(Record extracts)

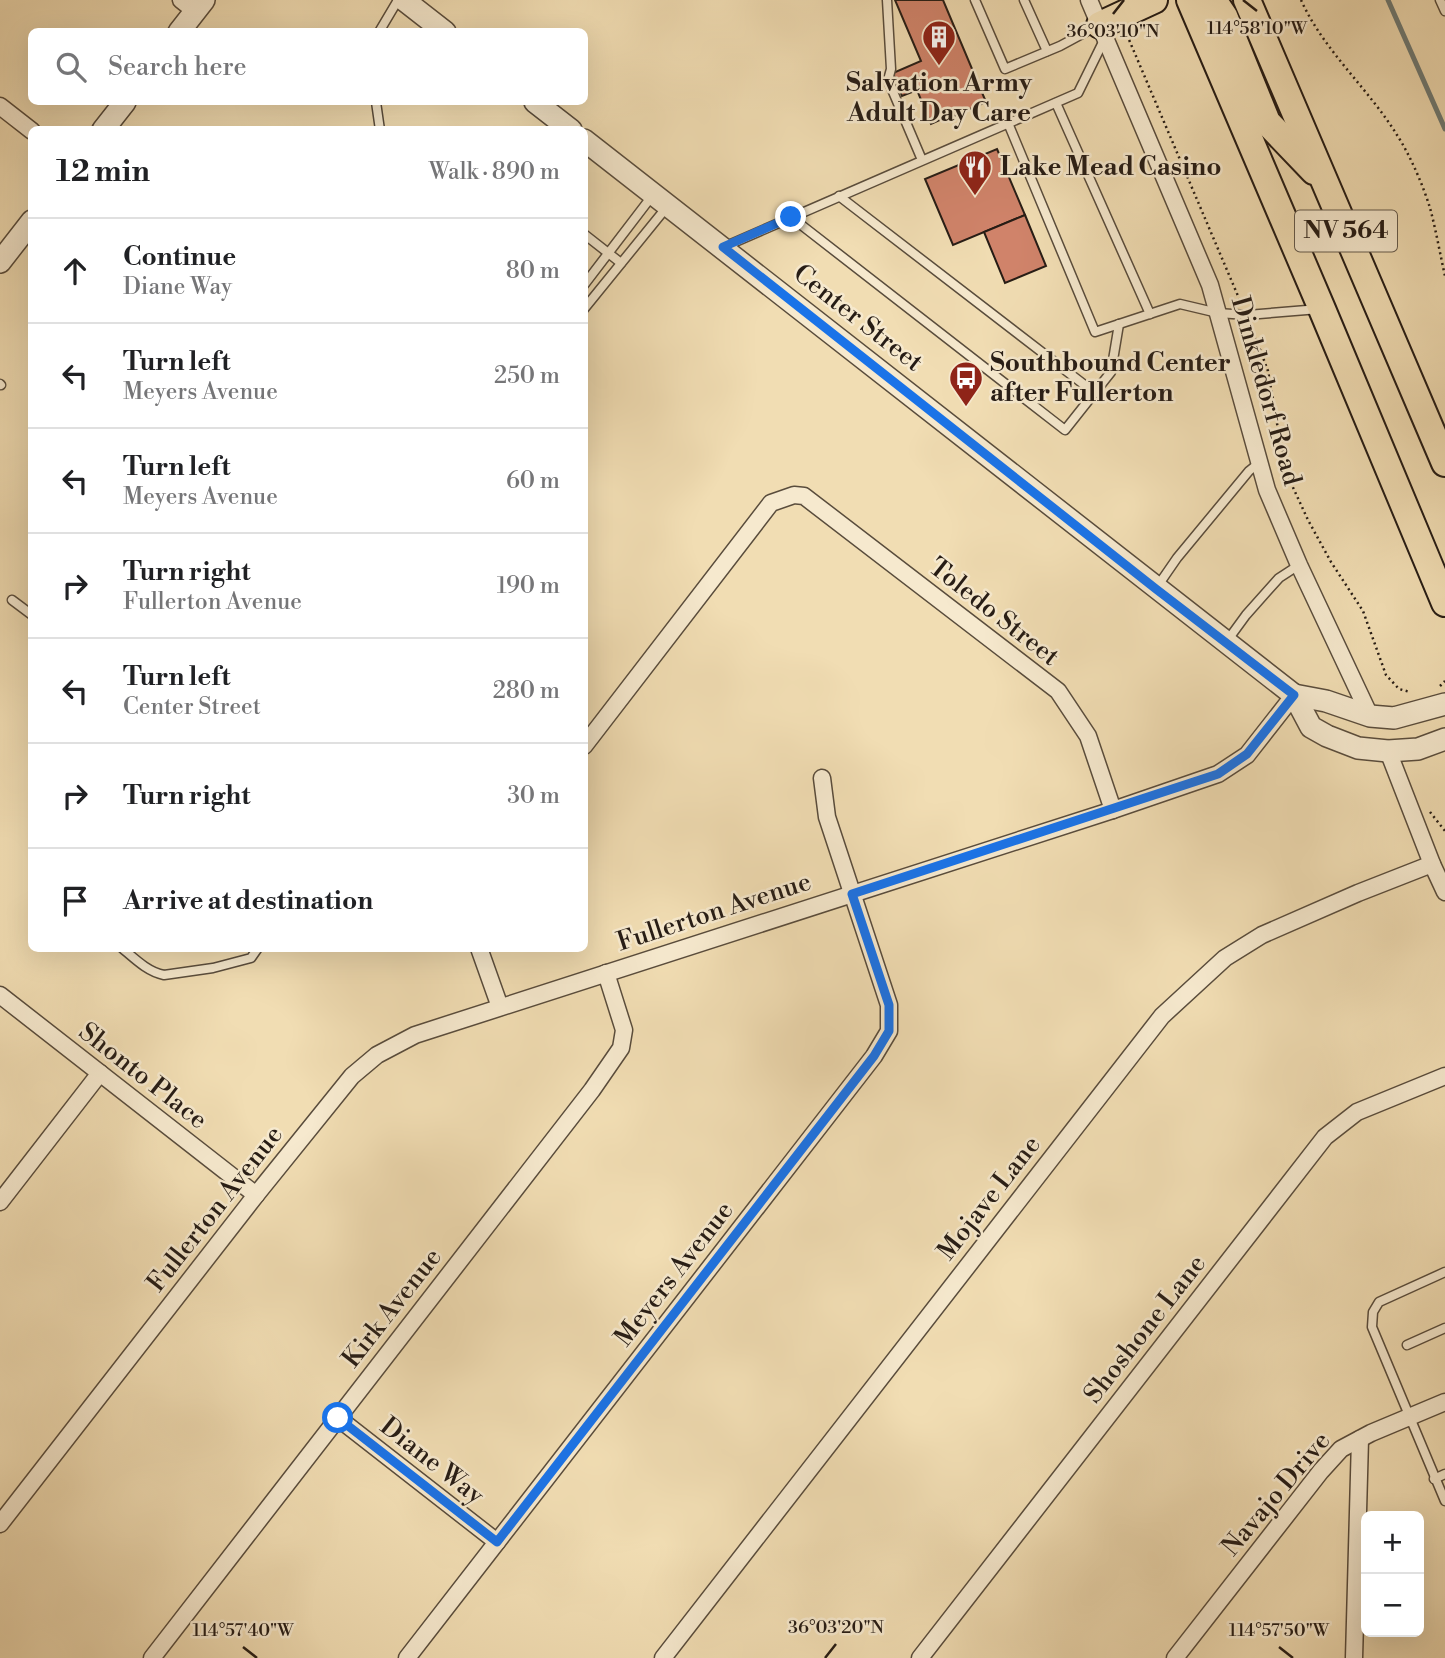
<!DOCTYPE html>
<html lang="en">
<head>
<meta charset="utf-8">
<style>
  :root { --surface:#fff; --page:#f6f6f6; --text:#202124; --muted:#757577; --line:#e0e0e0 }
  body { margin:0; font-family:"Libre Bodoni",serif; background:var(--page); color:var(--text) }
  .controls { position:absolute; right:21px; bottom:21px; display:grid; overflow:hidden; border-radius:10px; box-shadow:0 7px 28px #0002 }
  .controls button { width:63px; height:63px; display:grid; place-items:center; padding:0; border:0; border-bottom:2px solid var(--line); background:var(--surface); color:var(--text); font:35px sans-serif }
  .stop { position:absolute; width:21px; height:21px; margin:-16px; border:5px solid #1a73e8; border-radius:50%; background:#fff }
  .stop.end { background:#1a73e8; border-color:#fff; box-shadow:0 2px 7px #0008 }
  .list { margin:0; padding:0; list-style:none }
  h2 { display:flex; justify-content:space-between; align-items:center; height:91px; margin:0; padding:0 28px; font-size:30px }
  h2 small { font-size:23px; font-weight:400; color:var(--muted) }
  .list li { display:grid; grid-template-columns:46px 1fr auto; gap:21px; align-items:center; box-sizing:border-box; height:105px; padding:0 28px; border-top:2px solid var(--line) }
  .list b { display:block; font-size:26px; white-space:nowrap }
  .list p { margin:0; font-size:23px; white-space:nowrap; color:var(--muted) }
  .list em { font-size:23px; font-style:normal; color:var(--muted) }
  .icon { flex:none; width:38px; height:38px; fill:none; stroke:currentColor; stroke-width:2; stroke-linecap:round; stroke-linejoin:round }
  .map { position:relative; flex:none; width:1445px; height:1658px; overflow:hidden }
  .search { position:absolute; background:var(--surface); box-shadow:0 7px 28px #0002; left:28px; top:28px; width:560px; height:77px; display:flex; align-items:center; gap:18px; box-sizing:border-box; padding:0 24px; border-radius:10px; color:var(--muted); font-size:26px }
  .panel { position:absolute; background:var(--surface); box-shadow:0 7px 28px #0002; left:28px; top:126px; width:560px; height:826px; border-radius:10px }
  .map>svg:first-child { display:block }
</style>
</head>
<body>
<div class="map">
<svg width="1445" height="1658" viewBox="0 0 1445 1658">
  <rect width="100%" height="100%" fill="#f1ddb3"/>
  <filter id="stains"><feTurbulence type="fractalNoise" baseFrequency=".00286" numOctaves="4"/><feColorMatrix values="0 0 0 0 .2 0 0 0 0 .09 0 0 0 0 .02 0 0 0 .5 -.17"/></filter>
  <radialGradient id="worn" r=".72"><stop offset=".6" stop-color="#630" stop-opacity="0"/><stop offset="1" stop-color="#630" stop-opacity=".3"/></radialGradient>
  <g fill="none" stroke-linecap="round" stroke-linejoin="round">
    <polyline stroke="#6e7b76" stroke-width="5" points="1388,0 1445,129"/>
  </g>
  <g fill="#d0836a" stroke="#261c15" stroke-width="2">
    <polygon points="895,0 943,0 986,102 945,120 944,118 931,124 917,90 902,96 893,73 921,61"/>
    <polygon points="997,149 1025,215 953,245 925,179"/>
    <polygon points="1025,215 1046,266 1005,283 984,232"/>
  </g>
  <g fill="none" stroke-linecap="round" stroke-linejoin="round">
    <g stroke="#594c3c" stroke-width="11">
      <g id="service">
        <polyline points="887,0 891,69 888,80 922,160"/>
        <polyline points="975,0 1005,69 1060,46 1097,26"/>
        <polyline points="1024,0 1047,51"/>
        <polyline points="1440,0 1445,11"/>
        <polyline points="379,32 398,0"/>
        <polyline points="376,102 380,130"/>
        <polyline points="1056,103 1150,314"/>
        <polyline points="1008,123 1095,332 1180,304 1218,313 1247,315 1319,309"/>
        <polyline points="839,196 1095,393"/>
        <polyline points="791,217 1065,430 1111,372 1119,324"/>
        <polyline points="584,234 621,263"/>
        <polyline points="726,246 1078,93 1105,38"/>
        <polyline points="584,285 652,196"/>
        <polyline points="584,309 666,208"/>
        <polyline points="0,384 1,385"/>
        <polyline points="1157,587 1177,558 1249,471 1259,463"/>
        <polyline points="12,600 32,615"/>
        <polyline points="1227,641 1246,615 1279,578 1299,565"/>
        <path d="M122 948C135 959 148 972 164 975L213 968 251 958 258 948"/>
        <polyline points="1445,1272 1379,1302 1373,1312 1372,1327 1445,1501"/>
        <polyline points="1407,1345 1445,1328"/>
        <polyline points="1434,1479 1445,1474"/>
      </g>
    </g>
    <g stroke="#594c3c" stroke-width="19">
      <g id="minor">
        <polyline points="181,0 195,11"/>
        <polyline points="1089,0 1210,285 1267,490 1299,565 1370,716"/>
        <polyline points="0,106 32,131"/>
        <polyline points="584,746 771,503 794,495 804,496 1058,691 1088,736 1113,810"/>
        <polyline points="1388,751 1432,864 1445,892"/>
        <polyline points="479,948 500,1007"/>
        <polyline points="0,995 256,1195"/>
        <polyline points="0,1202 100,1073"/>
        <polyline points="338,1418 497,1542"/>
        <polyline points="0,1524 256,1195 352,1076 377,1055 415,1035 1113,810 1218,774 1247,755 1294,695"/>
        <polyline points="152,1658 592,1090 621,1048 624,1030 606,973"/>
        <polyline points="407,1658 874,1056 889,1031 889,1005 827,817 822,778"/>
        <polyline points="663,1658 1162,1016 1225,958 1262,935 1358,893 1432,864"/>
        <polyline points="920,1658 1325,1137 1357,1112 1445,1076"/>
        <polyline points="1175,1658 1321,1471 1341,1449 1371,1433 1445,1402"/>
        <polyline points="1354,1658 1360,1439"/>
      </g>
    </g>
    <g stroke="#594c3c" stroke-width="24">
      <g id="tertiary">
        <polyline points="404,0 445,32"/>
        <polyline points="179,32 204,0"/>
        <polyline points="535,102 571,130"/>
        <polyline points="103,130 125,102"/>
        <polyline points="584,140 1294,695 1311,727 1327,736 1358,748 1388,751 1418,749 1445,739"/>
        <polyline points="0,262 32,221"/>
        <polyline points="1294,695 1326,701 1370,716 1394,718 1445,704"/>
      </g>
    </g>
    <g stroke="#261c15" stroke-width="30">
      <g id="primary">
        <polyline points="1190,0 1322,309 1445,603"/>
        <polyline points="1213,0 1224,16 1267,122 1314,171"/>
        <polyline points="1247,0 1445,463"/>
        <polyline points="1100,25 1154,0"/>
      </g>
    </g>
    <g stroke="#261c15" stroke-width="2.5" stroke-dasharray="2 3.5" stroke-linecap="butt">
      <path d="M1301 0C1324 51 1368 88 1397 135 1410 155 1423 185 1430 208 1436 230 1440 254 1445 276"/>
      <polyline points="1127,35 1241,303"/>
      <polyline points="1252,328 1268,371 1279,435 1290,481 1308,520 1331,562 1363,611 1386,675 1399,689 1410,692"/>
      <polyline points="1440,686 1445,681"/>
      <polyline points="1430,812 1445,831"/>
    </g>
    <use href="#service" stroke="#f6e9ce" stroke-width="8"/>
    <use href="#minor" stroke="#f6e9ce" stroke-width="16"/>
    <use href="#tertiary" stroke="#f6e9ce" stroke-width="21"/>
    <use href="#primary" stroke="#f1ddb3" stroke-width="26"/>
  </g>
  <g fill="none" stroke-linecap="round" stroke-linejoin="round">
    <polyline stroke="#1a73e8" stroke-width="9" points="338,1418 497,1542 874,1056 889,1031 889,1005 852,894 1218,774 1247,754 1294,695 1156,589 723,247 791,217"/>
  </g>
  <path fill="none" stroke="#261c15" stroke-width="2.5" d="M1243 0 1257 11M1113 14 1124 0M243 1647 257 1658M1279 1647 1293 1658M825 1658 836 1644"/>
  <defs>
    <g id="building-pin" transform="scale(1.75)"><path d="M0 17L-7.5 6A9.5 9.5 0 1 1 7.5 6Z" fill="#8f2418" stroke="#f6e9ce"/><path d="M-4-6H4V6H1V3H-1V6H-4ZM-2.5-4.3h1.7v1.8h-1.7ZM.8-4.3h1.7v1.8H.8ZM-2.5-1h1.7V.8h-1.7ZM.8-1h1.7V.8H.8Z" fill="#fff"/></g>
    <g id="restaurant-pin" transform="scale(1.75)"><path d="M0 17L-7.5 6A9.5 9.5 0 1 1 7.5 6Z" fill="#8f2418" stroke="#f6e9ce"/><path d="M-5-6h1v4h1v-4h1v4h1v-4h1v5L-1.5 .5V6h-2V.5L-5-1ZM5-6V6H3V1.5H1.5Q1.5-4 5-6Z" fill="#fff"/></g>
    <g id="bus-pin" transform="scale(1.75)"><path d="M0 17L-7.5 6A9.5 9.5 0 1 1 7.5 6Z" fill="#8f2418" stroke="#f6e9ce"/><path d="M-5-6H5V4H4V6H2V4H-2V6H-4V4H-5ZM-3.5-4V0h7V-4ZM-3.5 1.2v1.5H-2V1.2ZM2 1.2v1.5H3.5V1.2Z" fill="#fff"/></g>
  </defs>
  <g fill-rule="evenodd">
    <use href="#building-pin" x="939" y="37"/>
    <use href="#restaurant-pin" x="975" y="167"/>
    <use href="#bus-pin" x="966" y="378"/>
  </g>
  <g text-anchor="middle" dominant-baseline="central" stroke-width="5" stroke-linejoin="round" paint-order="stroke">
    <rect fill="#f6e9ce" stroke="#645a4c" stroke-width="2" x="1295" y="210.5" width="102" height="41" rx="5"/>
    <g font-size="24" font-weight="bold" fill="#261c15">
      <text x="1346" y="231">NV 564</text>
    </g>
    <g font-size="26" font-weight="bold" fill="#261c15" stroke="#f6e9ce" text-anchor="start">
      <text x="939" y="83" text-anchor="middle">Salvation Army<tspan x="939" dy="30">Adult Day Care</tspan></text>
      <text x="1000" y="167">Lake Mead Casino</text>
      <text x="990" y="363">Southbound Center<tspan x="990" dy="30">after Fullerton</tspan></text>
    </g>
    <g font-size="26" fill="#261c15" stroke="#f6e9ce">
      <text transform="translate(858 318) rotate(38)">Center Street</text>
      <text transform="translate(1266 391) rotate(74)">Dinkledorf Road</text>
      <text transform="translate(994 612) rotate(38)">Toledo Street</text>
      <text transform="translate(714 912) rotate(-18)">Fullerton Avenue</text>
      <text transform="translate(143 1076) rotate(38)">Shonto Place</text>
      <text transform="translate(989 1198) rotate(-52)">Mojave Lane</text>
      <text transform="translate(215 1209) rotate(-52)">Fullerton Avenue</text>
      <text transform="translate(674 1274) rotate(-52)">Meyers Avenue</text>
      <text transform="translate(392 1308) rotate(-52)">Kirk Avenue</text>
      <text transform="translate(1145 1329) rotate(-52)">Shoshone Lane</text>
      <text transform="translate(432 1461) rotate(38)">Diane Way</text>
      <text transform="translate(1276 1494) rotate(-50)">Navajo Drive</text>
    </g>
  </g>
  <g font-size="18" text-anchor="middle" fill="#261c15" stroke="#f6e9ce" stroke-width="5" stroke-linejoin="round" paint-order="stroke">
    <text x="1257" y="34">114°58'10"W</text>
    <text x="1113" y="37">36°03'10"N</text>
    <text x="836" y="1633">36°03'20"N</text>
    <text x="243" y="1636">114°57'40"W</text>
    <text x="1279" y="1636">114°57'50"W</text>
  </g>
  <rect width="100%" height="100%" filter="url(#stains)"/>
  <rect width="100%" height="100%" fill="url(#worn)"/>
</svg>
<div class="controls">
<button>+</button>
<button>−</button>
</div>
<div class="stop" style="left:338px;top:1418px"></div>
<div class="stop end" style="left:791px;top:217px"></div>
<div class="search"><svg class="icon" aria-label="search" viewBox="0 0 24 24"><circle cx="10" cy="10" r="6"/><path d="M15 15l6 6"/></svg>Search here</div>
<section class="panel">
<h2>12 min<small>Walk · 890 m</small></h2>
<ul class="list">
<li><svg class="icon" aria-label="ahead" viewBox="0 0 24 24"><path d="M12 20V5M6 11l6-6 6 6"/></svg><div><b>Continue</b><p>Diane Way</p></div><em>80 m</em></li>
<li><svg class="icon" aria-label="left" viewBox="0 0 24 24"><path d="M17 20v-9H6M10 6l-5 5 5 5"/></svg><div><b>Turn left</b><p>Meyers Avenue</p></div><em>250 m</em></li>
<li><svg class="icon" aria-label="left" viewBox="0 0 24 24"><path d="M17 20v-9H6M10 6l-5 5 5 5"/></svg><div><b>Turn left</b><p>Meyers Avenue</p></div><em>60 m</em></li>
<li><svg class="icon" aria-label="right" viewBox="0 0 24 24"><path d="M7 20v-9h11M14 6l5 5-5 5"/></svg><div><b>Turn right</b><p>Fullerton Avenue</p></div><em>190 m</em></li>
<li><svg class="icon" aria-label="left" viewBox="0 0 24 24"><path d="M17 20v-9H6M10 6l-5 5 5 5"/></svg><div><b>Turn left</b><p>Center Street</p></div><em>280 m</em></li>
<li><svg class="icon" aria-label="right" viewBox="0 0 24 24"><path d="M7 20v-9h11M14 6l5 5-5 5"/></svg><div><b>Turn right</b></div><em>30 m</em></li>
<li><svg class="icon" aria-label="arrive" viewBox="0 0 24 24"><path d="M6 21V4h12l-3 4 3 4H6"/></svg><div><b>Arrive at destination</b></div></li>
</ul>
</section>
</div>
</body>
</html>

(End Record extracts)

■ **Exercise instructions**: Locate all lines in the listing above with the word "solid". Copy them.

■ **Answer for this exercise**:
  .controls button { width:63px; height:63px; display:grid; place-items:center; padding:0; border:0; border-bottom:2px solid var(--line); background:var(--surface); color:var(--text); font:35px sans-serif }
  .stop { position:absolute; width:21px; height:21px; margin:-16px; border:5px solid #1a73e8; border-radius:50%; background:#fff }
  .list li { display:grid; grid-template-columns:46px 1fr auto; gap:21px; align-items:center; box-sizing:border-box; height:105px; padding:0 28px; border-top:2px solid var(--line) }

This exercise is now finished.